Which oxygen saturation level should we use for very premature infants? A randomised controlled trial (BOOST -II UK)

Lead Research Organisation: University of Oxford
Department Name: National Perinatal Epidemiology Unit

Abstract

In the UK each year over three thousand babies are born more than 12 weeks premature. Two thirds of these very premature babies now survive, but most grow poorly and many have problems breathing. A quarter have at least one major disability at age two, and many have cerebral palsy. Most of these babies require oxygen therapy for several weeks after birth, but we know that giving babies very high levels of oxygen is toxic to the developing eye which may lead to surgery on the eye in order to try and prevent blindness. We do not know whether very preterm babies should only be given enough oxygen to maintain their levels a little above what it is in if they were still in the womb, or whether we should try and keep the their oxygen levels as high as a baby born at the usual time. If oxygen levels are kept low it is likely to prevent eye damage but it may lead to more deaths and may lead to other disabilities in this group of babies.

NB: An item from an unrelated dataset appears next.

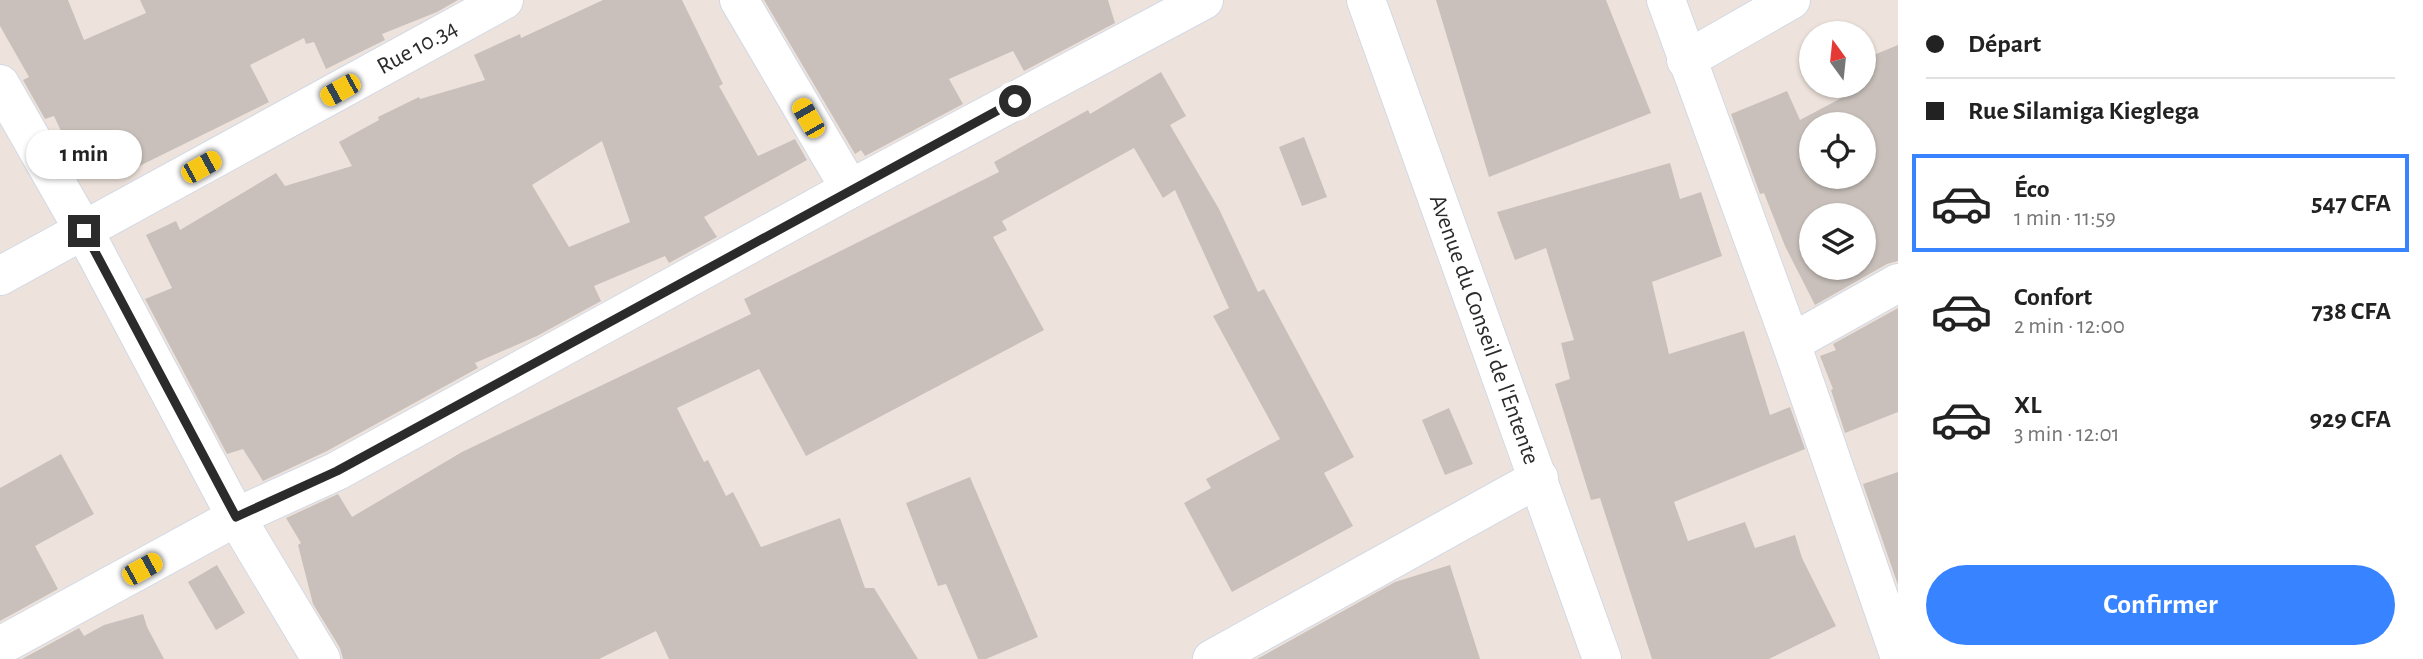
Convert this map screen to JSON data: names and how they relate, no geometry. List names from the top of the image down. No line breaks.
{"streets":{"street":["Rue 10.34","Avenue du Conseil de l'Entente"]},"north":"top","page":{"banner":["Départ","Rue Silamiga Kieglega"],"bubble":"1 min","list":[{"name":"Éco","note":"1 min · 11:59","value":"547 CFA"},{"name":"Confort","note":"2 min · 12:00","value":"738 CFA"},{"name":"XL","note":"3 min · 12:01","value":"929 CFA"}],"buttons":"Confirmer"}}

Alternatively if the oxygen levels are kept high it may cause eye damage but prevent early deaths and other later disability.

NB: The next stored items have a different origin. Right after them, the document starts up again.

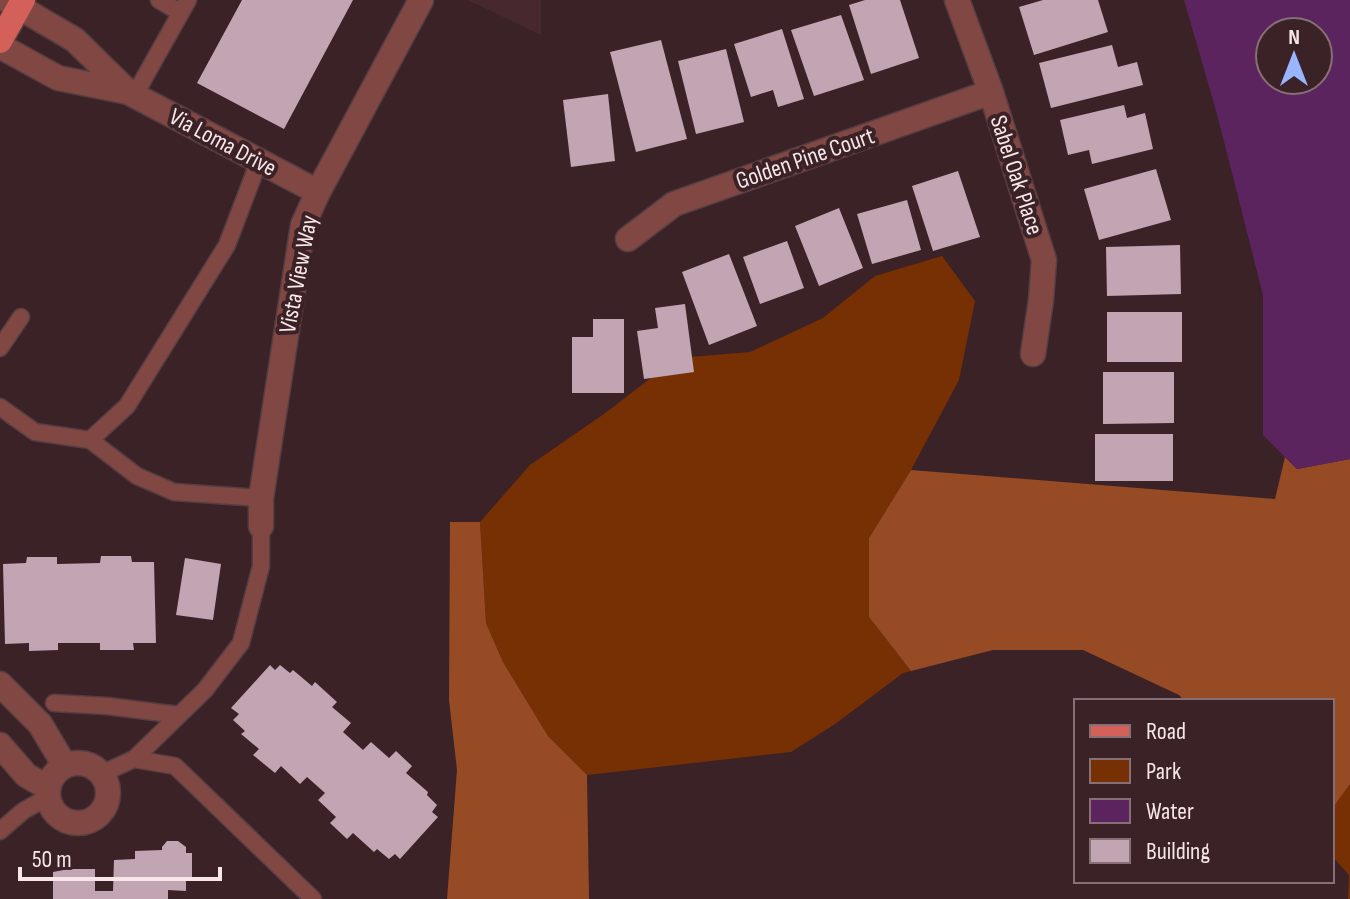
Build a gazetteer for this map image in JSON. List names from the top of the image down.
{
  "streets": {
    "street": [
      "Via Loma Drive",
      "Golden Pine Court",
      "Sabel Oak Place",
      "Vista View Way"
    ]
  },
  "crossings": [
    ["Via Loma Drive", "Vista View Way"],
    ["Golden Pine Court", "Sabel Oak Place"]
  ],
  "legend": [
    "Road",
    "Park",
    "Water",
    "Building"
  ],
  "scale_bar": "50 m",
  "north": "top"
}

This randomised study will compare the effects of maintaining the babies oxygen level low (functional arterial oxygen saturations at 85?89%) versus high (functional arterial oxygen saturations at 91?95%) in babies born at less than 28 weeks gestation. The primary outcome for the trial is death and major disability at age 2 years. Secondary outcomes include retinal surgery for retinopathy of prematurity as well as duration of oxygen therapy, chronic lung disease, growth and health service utilisation. The trial will recruit 1,200 babies from 20 UK centres over a period of four years.

Technical Summary

In the UK each year over three thousand babies are born more than 12 weeks premature. Two thirds of these very premature babies now survive to discharge, but most grow poorly and many have respiratory problems. A quarter have at least one major disability when seen for assessment two years later, and many have cerebral palsy. Most of these babies require supplemental oxygen for several weeks after birth, but high arterial oxygen pressures are known to be toxic to the developing retina. We do not know whether very preterm babies should only be given enough oxygen to maintain arterial saturation a little above what it is in utero, or enough to achieve the saturations seen in the healthy term baby after birth. Observational studies suggest that rates of retinopathy of prematurity correlate with differing attitudes towards early oxygen use. However restricting oxygen exposure to minimise this problem risks increasing early mortality, the number of survivors with cerebral palsy, and cognitive ability in the long term survivors. This double blind randomised controlled trial will compare the effects of maintaining functional arterial oxygen saturations at levels of 85?89% versus 91?95% in babies born at less than 28 weeks gestation. The primary outcome for the trial is mortality and major disability at age 2 years. Secondary outcomes include retinal surgery for retinopathy of prematurity as well as duration of oxygen therapy, chronic lung disease, growth and health service utilisation. The trial will recruit 1,200 babies from 20 UK centres over a period of four years.